**Exercise directions:** Output the first line below and each one after it, exactly, up to and including the line holding "filter:drop-shadow(0 0 2px". Pictures should not be copied.

--- Data Enclosed Below ---

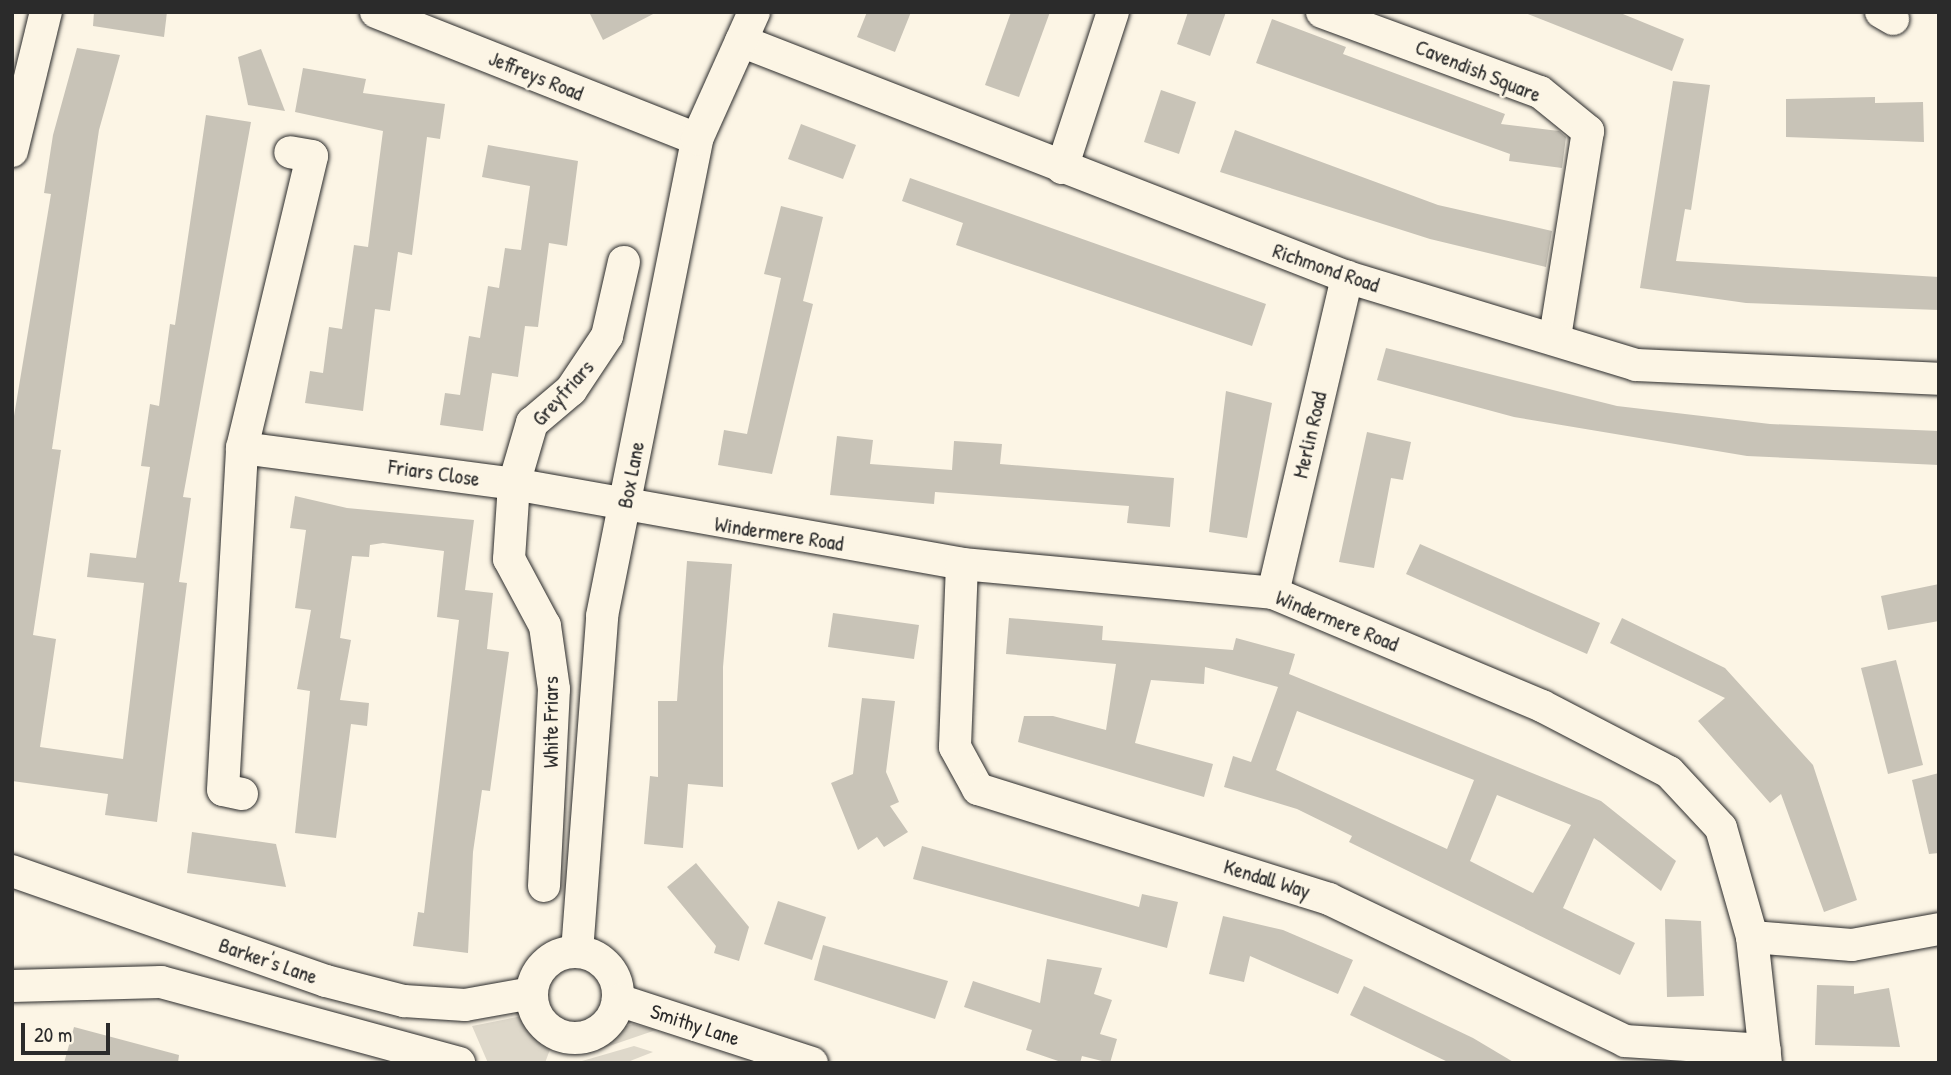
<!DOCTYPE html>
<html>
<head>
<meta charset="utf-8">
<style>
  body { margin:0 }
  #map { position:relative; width:1951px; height:1075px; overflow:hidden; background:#fcf5e5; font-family:"Patrick Hand",sans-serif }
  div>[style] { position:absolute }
  .green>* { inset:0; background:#ded8ca }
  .building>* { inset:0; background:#c8c3b7 }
  .roads { filter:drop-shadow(0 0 2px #2b2b2b) drop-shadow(0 0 2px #2b2b2b) }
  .minor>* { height:32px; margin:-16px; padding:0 16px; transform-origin:16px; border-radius:16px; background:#fcf5e5 }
  .minor>.ring { margin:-16px; padding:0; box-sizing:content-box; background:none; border:32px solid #fcf5e5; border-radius:50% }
  span { translate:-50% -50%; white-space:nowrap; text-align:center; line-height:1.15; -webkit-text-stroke:5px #fcf5e5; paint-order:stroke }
  .street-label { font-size:21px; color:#2b2b2b }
  .frame { position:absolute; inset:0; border:14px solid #2b2b2b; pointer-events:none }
  .scale { position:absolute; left:21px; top:1023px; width:89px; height:32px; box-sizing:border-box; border:4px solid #2b2b2b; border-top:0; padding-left:9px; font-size:21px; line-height:24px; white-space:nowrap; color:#2b2b2b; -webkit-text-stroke:5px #fcf5e5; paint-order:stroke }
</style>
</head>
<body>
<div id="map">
  <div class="green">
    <div style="clip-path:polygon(527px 1015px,534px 1030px,553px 1041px,545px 1063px,488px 1063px,472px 1026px)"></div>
    <div style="clip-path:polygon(633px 1024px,656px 1030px,586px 1054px,567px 1050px,571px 1042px)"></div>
    <div style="clip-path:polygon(634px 1046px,653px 1052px,625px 1063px,575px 1063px)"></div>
  </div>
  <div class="building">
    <div style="clip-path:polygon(94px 12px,167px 12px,164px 37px,93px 26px)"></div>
    <div style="clip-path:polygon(589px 12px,657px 12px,603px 40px)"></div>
    <div style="clip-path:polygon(867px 12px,911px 12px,895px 52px,857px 37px)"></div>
    <div style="clip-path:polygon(1011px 12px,1050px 12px,1019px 97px,985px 85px)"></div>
    <div style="clip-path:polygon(1188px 12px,1226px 12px,1210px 56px,1177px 44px)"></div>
    <div style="clip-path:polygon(1523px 12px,1618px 12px,1684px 39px,1672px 71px)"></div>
    <div style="clip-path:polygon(1272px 19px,1346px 47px,1343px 54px,1505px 114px,1501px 124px,1559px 131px,1566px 137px,1562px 168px,1509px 161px,1510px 154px,1256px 63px)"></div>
    <div style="clip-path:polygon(77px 48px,120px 55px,99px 130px,52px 449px,61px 450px,33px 635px,56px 639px,40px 747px,123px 759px,144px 583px,87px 577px,90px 553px,136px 558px,150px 467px,141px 466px,150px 404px,159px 406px,170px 324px,175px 325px,206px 115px,251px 122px,183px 497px,191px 498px,179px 582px,187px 583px,157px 822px,105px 815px,108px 794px,12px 781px,12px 428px,51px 194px,44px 193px,53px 135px)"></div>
    <div style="clip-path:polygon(261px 49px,285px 111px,248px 105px,238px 57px)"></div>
    <div style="clip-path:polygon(303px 68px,366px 79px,363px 93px,445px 104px,440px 139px,427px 137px,412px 255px,398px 252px,390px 311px,375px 309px,363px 411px,305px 403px,310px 371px,323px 373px,329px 327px,342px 329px,354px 245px,368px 247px,383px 131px,295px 112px)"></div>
    <div style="clip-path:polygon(1673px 81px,1710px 85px,1691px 210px,1685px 209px,1676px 261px,1939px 277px,1939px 310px,1746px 303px,1640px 288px)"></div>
    <div style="clip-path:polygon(1161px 90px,1196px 102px,1179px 154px,1144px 142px)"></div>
    <div style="clip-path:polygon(1875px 97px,1875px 103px,1923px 102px,1924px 142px,1786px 137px,1786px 99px)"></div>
    <div style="clip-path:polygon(801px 124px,856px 145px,843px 179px,788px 159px)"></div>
    <div style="clip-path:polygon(1235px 130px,1438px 205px,1552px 231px,1546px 267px,1430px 239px,1220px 172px)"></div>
    <div style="clip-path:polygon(488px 145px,578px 161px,567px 246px,549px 243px,538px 327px,525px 326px,518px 377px,492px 373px,483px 431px,440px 425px,445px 393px,460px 395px,469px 336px,480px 338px,488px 286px,499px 288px,505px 248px,521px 250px,530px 186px,482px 177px)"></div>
    <div style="clip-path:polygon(910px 178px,1266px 304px,1252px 346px,956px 245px,963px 223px,902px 201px)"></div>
    <div style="clip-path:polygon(781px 206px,823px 217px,803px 301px,813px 304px,772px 474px,718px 465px,724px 430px,747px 434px,781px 278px,764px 274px)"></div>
    <div style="clip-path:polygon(1386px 348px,1617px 406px,1770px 424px,1939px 431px,1939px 465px,1747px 456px,1514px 417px,1377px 380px)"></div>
    <div style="clip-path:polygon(1226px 391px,1272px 403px,1247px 538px,1209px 532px)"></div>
    <div style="clip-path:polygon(1367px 432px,1411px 442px,1403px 480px,1391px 478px,1374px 568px,1339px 562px)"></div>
    <div style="clip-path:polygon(837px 436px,873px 440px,870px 464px,952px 470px,954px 441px,1002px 444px,1000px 464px,1174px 478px,1170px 527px,1127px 523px,1129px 506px,935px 492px,934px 504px,830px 495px)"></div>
    <div style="clip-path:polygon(295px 496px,347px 508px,474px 520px,465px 590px,493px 593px,487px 649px,509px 652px,490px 791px,482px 790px,473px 852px,468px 953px,413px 946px,418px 912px,424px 913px,459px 620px,437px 617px,444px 551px,383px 543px,370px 545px,369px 557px,352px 556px,340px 638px,351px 640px,340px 700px,369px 703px,367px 726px,351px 724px,336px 838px,295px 833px,310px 691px,297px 689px,311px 610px,295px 608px,306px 530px,290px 528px)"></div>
    <div style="clip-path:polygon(1420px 544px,1600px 623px,1587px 654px,1406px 574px)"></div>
    <div style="clip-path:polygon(687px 561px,732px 564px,723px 667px,723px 787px,688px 784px,683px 848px,644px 844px,650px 776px,658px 777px,658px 701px,677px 701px)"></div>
    <div style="clip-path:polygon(1939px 584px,1939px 621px,1888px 630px,1881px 596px)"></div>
    <div style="clip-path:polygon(833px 613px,919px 625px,914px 659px,828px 647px)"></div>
    <div style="clip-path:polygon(evenodd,1009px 618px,1103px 626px,1102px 640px,1233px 650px,1236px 638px,1295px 654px,1289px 674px,1601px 801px,1676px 861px,1661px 891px,1594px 838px,1563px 908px,1635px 943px,1620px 975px,1349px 842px,1352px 836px,1297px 809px,1224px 787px,1233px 756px,1251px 762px,1278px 687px,1205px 667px,1204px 684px,1151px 680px,1135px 743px,1213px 764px,1204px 797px,1018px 742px,1024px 716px,1053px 716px,1106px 730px,1116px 664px,1006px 654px,1009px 618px,1297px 711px,1474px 780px,1447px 849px,1276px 770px,1297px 711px,1009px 618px,1497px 795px,1571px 825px,1533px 893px,1470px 861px,1497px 795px)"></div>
    <div style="clip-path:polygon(1622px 618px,1725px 668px,1813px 765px,1857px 900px,1824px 912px,1781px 794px,1770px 803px,1698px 721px,1725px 698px,1610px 643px)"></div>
    <div style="clip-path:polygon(1896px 660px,1923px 765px,1888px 774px,1861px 668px)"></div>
    <div style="clip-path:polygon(862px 698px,895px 701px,886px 772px,899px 802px,890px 806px,908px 832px,884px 847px,877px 837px,858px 850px,831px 783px,853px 774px)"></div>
    <div style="clip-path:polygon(1939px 773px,1939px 853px,1929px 854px,1912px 780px)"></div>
    <div style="clip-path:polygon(192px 832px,276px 844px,286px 887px,187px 873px)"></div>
    <div style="clip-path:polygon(922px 846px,1139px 907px,1142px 894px,1178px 902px,1167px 948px,913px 879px)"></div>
    <div style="clip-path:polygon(696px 863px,749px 927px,739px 961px,714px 953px,716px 946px,667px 887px)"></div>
    <div style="clip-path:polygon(778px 901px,826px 917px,812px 960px,764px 944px)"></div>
    <div style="clip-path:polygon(1223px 916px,1283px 930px,1353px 960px,1338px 994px,1250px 956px,1244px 982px,1209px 974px)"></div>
    <div style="clip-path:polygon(1665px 919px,1701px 921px,1704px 996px,1667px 997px)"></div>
    <div style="clip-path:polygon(823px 945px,948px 981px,935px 1019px,814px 980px)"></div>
    <div style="clip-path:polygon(1047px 959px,1102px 968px,1094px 994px,1112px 1000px,1100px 1034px,1117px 1039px,1110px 1063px,1082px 1056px,1080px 1063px,1064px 1063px,1026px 1050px,1032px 1030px,964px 1007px,973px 981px,1040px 1003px)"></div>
    <div style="clip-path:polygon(1817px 985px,1854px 986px,1854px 994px,1889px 988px,1900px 1047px,1815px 1045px)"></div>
    <div style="clip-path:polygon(1364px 986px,1473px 1038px,1515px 1063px,1450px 1063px,1350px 1015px)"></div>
    <div style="clip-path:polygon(74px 1027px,179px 1055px,178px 1063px,64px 1063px)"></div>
  </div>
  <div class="roads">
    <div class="minor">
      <div style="left:376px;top:12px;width:345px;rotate:21.6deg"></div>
      <div style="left:1322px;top:12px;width:232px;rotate:20.2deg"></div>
      <div style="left:1540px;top:92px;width:62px;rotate:39.1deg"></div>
      <div style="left:1588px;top:131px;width:209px;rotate:99.1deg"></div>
      <div style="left:1881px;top:12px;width:14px;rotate:30deg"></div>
      <div style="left:741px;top:41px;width:650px;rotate:21.28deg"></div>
      <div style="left:1347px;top:277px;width:302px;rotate:16.9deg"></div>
      <div style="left:1636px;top:365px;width:303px;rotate:2.6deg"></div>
      <div style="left:12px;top:151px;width:143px;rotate:-76.3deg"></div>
      <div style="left:1062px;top:168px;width:164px;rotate:-71.9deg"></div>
      <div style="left:242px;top:448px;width:274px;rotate:7.5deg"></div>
      <div style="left:514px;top:484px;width:455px;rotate:10.1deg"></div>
      <div style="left:962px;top:564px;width:312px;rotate:5.3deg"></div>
      <div style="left:1273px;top:593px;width:292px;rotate:22.8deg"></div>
      <div style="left:1542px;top:706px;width:143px;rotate:27.5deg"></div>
      <div style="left:1669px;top:772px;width:76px;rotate:47.1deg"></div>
      <div style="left:1721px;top:828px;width:113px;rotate:74.1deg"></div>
      <div style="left:1752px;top:937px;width:127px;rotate:83.7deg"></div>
      <div style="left:962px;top:564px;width:183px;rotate:92.2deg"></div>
      <div style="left:955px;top:747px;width:48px;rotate:61.3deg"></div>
      <div style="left:978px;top:789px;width:368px;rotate:17.4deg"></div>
      <div style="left:1329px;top:899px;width:328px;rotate:25.6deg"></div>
      <div style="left:1625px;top:1041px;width:140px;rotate:3.7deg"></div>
      <div style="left:1273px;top:593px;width:325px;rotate:-76.8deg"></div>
      <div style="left:242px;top:794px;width:19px;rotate:-168deg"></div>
      <div style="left:223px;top:790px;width:343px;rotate:-86.8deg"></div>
      <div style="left:242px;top:448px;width:300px;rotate:-76.5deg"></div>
      <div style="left:312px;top:156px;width:22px;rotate:-170deg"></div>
      <div style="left:12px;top:871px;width:333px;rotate:19.3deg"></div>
      <div style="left:326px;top:981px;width:81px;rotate:14.4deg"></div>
      <div style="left:404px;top:1001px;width:61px;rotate:3.8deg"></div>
      <div style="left:465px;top:1005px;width:68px;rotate:-10.2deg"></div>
      <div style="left:544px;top:886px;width:197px;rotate:-87.1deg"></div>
      <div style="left:554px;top:689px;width:64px;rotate:-98.1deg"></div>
      <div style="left:545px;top:626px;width:76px;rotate:-118.2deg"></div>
      <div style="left:509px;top:559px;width:75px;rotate:-86.2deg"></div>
      <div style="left:514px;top:484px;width:64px;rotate:-73.6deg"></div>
      <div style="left:532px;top:423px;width:51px;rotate:-40.2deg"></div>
      <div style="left:571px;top:390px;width:65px;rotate:-56.3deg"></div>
      <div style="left:607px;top:336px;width:76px;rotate:-77.1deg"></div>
      <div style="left:1752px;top:937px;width:100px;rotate:4.6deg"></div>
      <div style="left:1852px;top:945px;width:88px;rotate:-10.4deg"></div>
      <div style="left:577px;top:952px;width:337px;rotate:-85.7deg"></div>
      <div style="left:602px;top:616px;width:486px;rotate:-78.7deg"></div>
      <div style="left:697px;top:139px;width:139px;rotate:-65.8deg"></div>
      <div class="ring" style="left:532px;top:952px;width:54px;height:54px"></div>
      <div style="left:12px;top:986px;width:149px;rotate:-1.5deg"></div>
      <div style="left:161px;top:982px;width:309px;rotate:15.2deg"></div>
      <div style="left:618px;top:1000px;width:204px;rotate:18deg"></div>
    </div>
  </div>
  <div class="street-label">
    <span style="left:1478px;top:71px;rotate:22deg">Cavendish Square</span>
    <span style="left:536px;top:76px;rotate:22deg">Jeffreys Road</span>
    <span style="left:1326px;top:268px;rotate:19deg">Richmond Road</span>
    <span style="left:563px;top:393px;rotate:-48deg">Greyfriars</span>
    <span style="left:1310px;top:435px;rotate:-77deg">Merlin Road</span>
    <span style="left:434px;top:473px;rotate:8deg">Friars Close</span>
    <span style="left:631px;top:475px;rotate:-79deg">Box Lane</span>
    <span style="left:779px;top:534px;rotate:9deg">Windermere Road</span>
    <span style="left:1337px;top:621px;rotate:22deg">Windermere Road</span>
    <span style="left:551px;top:722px;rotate:-90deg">White Friars</span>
    <span style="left:1267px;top:879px;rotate:17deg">Kendall Way</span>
    <span style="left:268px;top:961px;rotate:19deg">Barker's Lane</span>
    <span style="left:695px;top:1025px;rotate:18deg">Smithy Lane</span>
  </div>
  <div class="frame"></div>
  <div class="scale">20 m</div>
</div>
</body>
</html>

--- End of Enclosed Data ---

**Response below:**
<!DOCTYPE html>
<html>
<head>
<meta charset="utf-8">
<style>
  body { margin:0 }
  #map { position:relative; width:1951px; height:1075px; overflow:hidden; background:#fcf5e5; font-family:"Patrick Hand",sans-serif }
  div>[style] { position:absolute }
  .green>* { inset:0; background:#ded8ca }
  .building>* { inset:0; background:#c8c3b7 }
  .roads { filter:drop-shadow(0 0 2px #2b2b2b) drop-shadow(0 0 2px #2b2b2b) }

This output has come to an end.